INPUT DATA ::
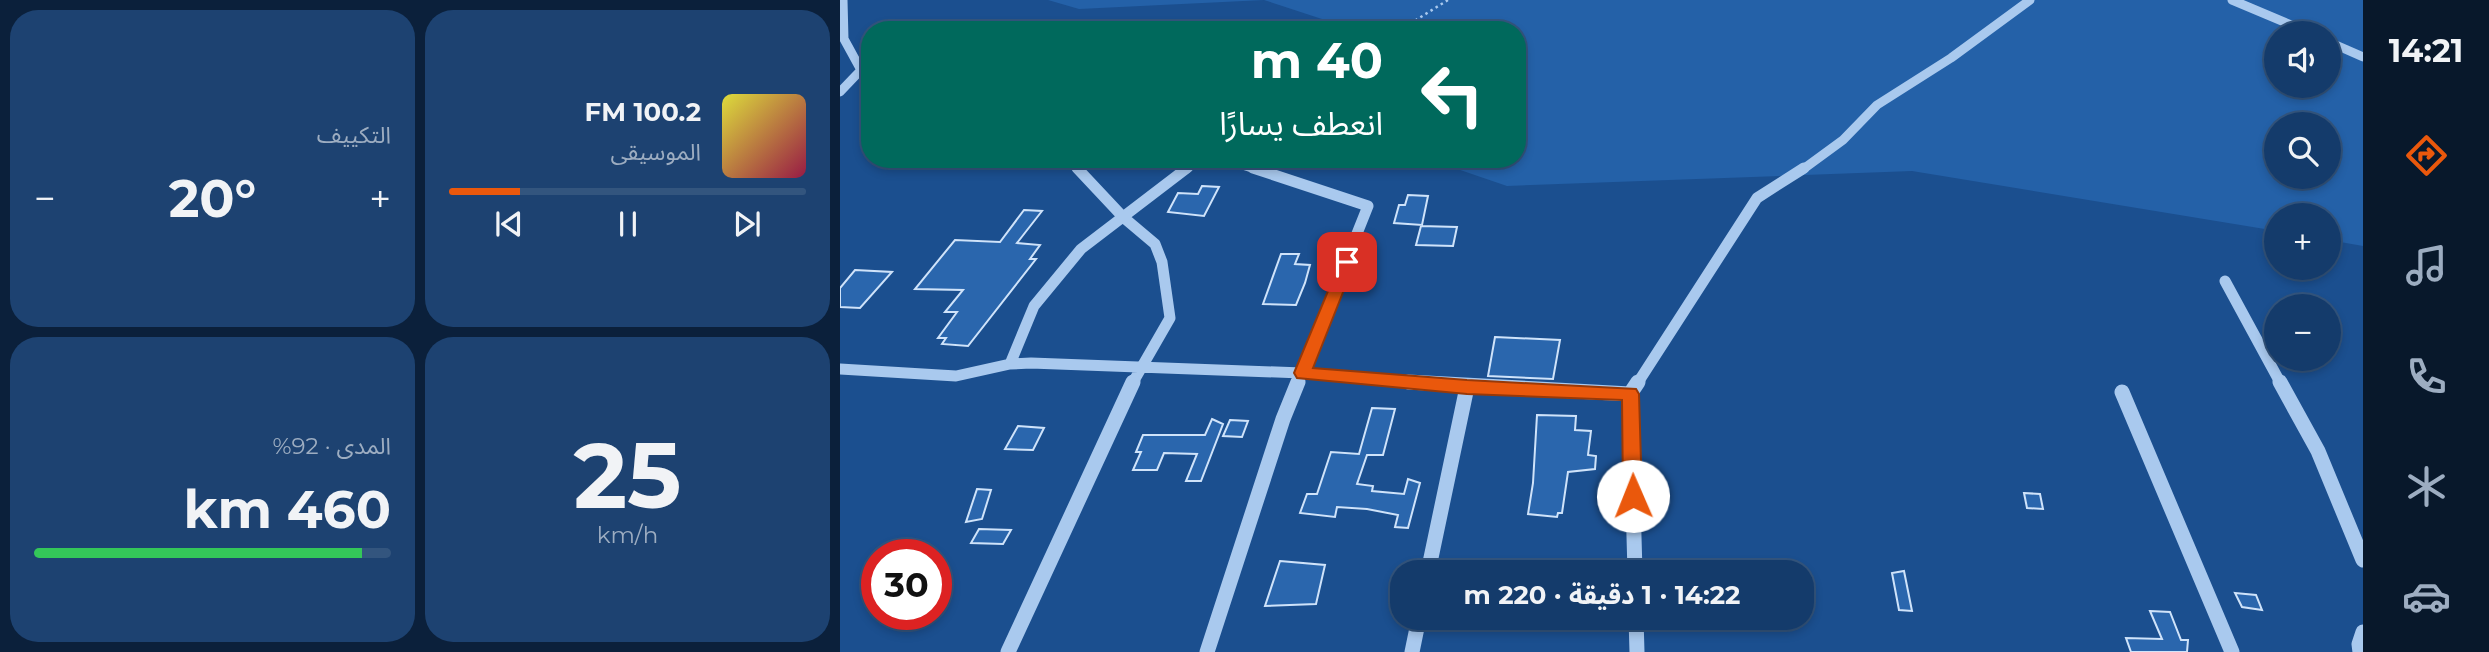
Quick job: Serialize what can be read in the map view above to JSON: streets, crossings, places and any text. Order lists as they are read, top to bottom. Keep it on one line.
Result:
{"page":{"tabs":"14:21","tile":["التكييف",["25","km/h"],["المدى · 92%","460 km"]],"map_buttons":["+","−"],"turn":["40 m","انعطف يسارًا"],"song":["100.2 FM","الموسيقى"],"heat":["−","20°","+"],"limit":"30","trip":"14:22 · 1 دقيقة · 220 m"}}
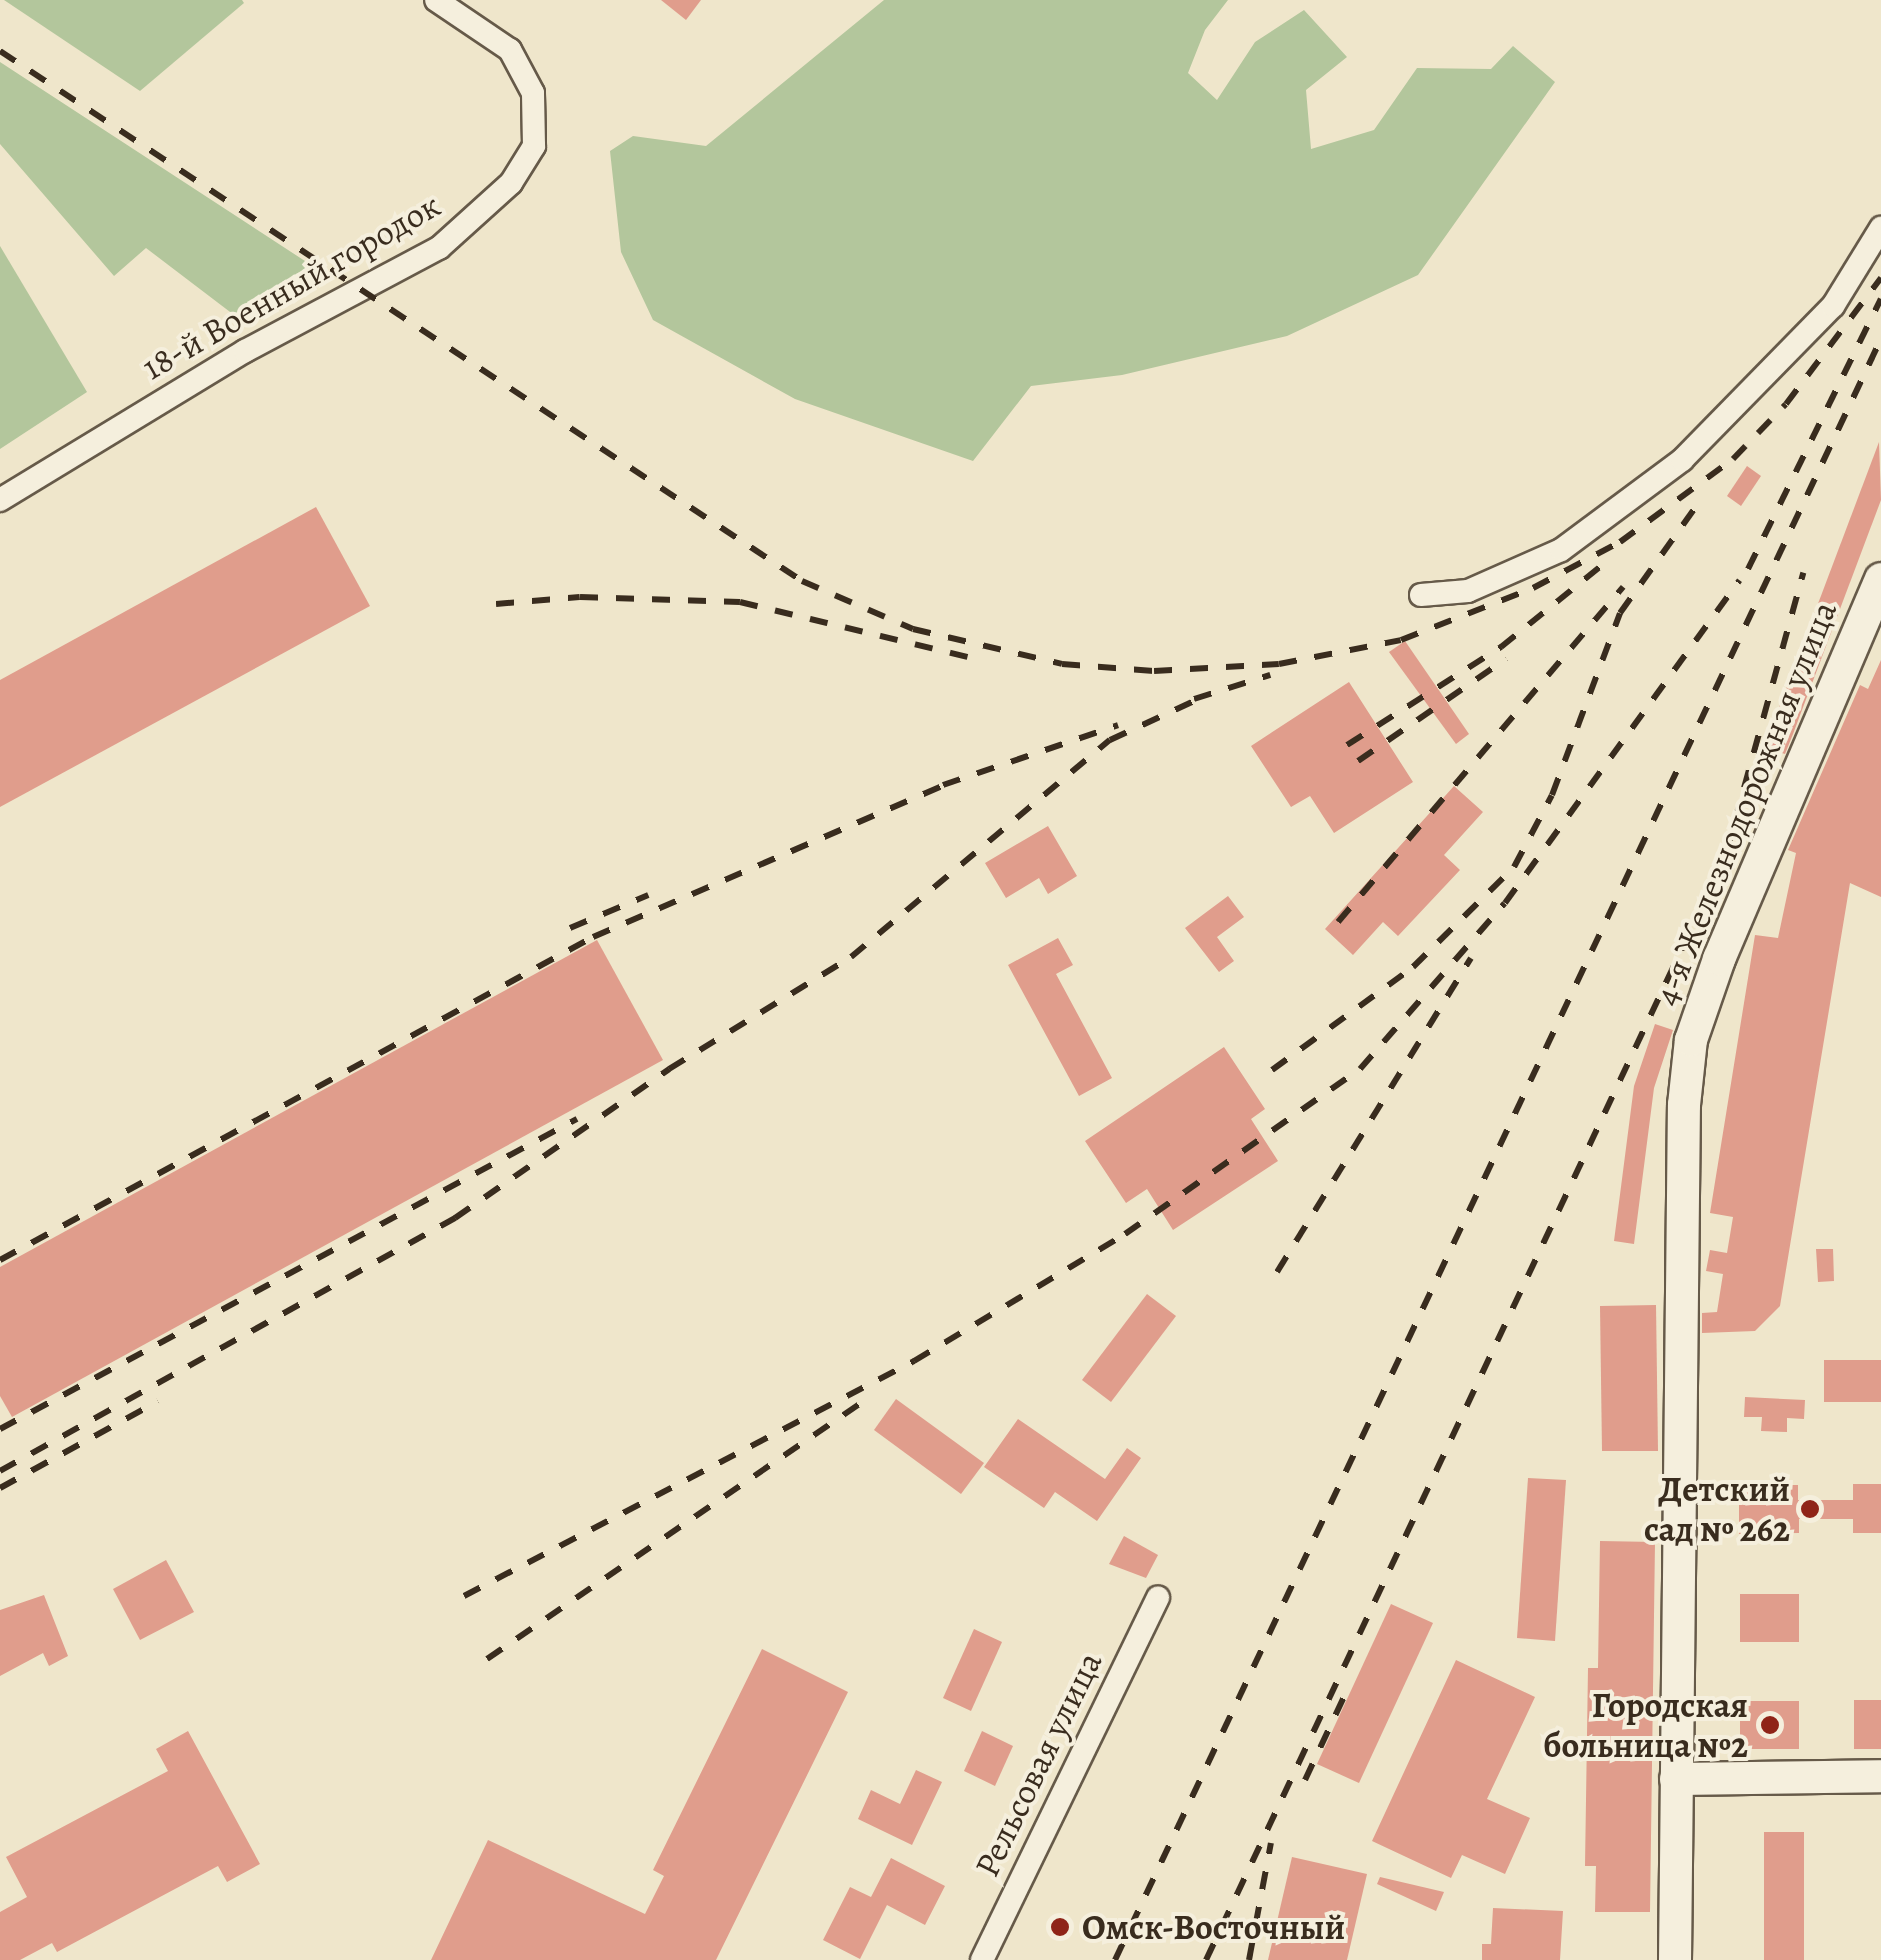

BRIEF ::
Down to the last line, set down the data above exactly, and omit all images.

RESULT OF THE EXERCISE ::
Quick job: Serialize what can be read in the map view above to JSON: streets, crossings, places and any text. Order lists as they are read, top to bottom. Keep it on one line.
Result:
{"page":{"tabs":"14:21","tile":["التكييف",["25","km/h"],["المدى · 92%","460 km"]],"map_buttons":["+","−"],"turn":["40 m","انعطف يسارًا"],"song":["100.2 FM","الموسيقى"],"heat":["−","20°","+"],"limit":"30","trip":"14:22 · 1 دقيقة · 220 m"}}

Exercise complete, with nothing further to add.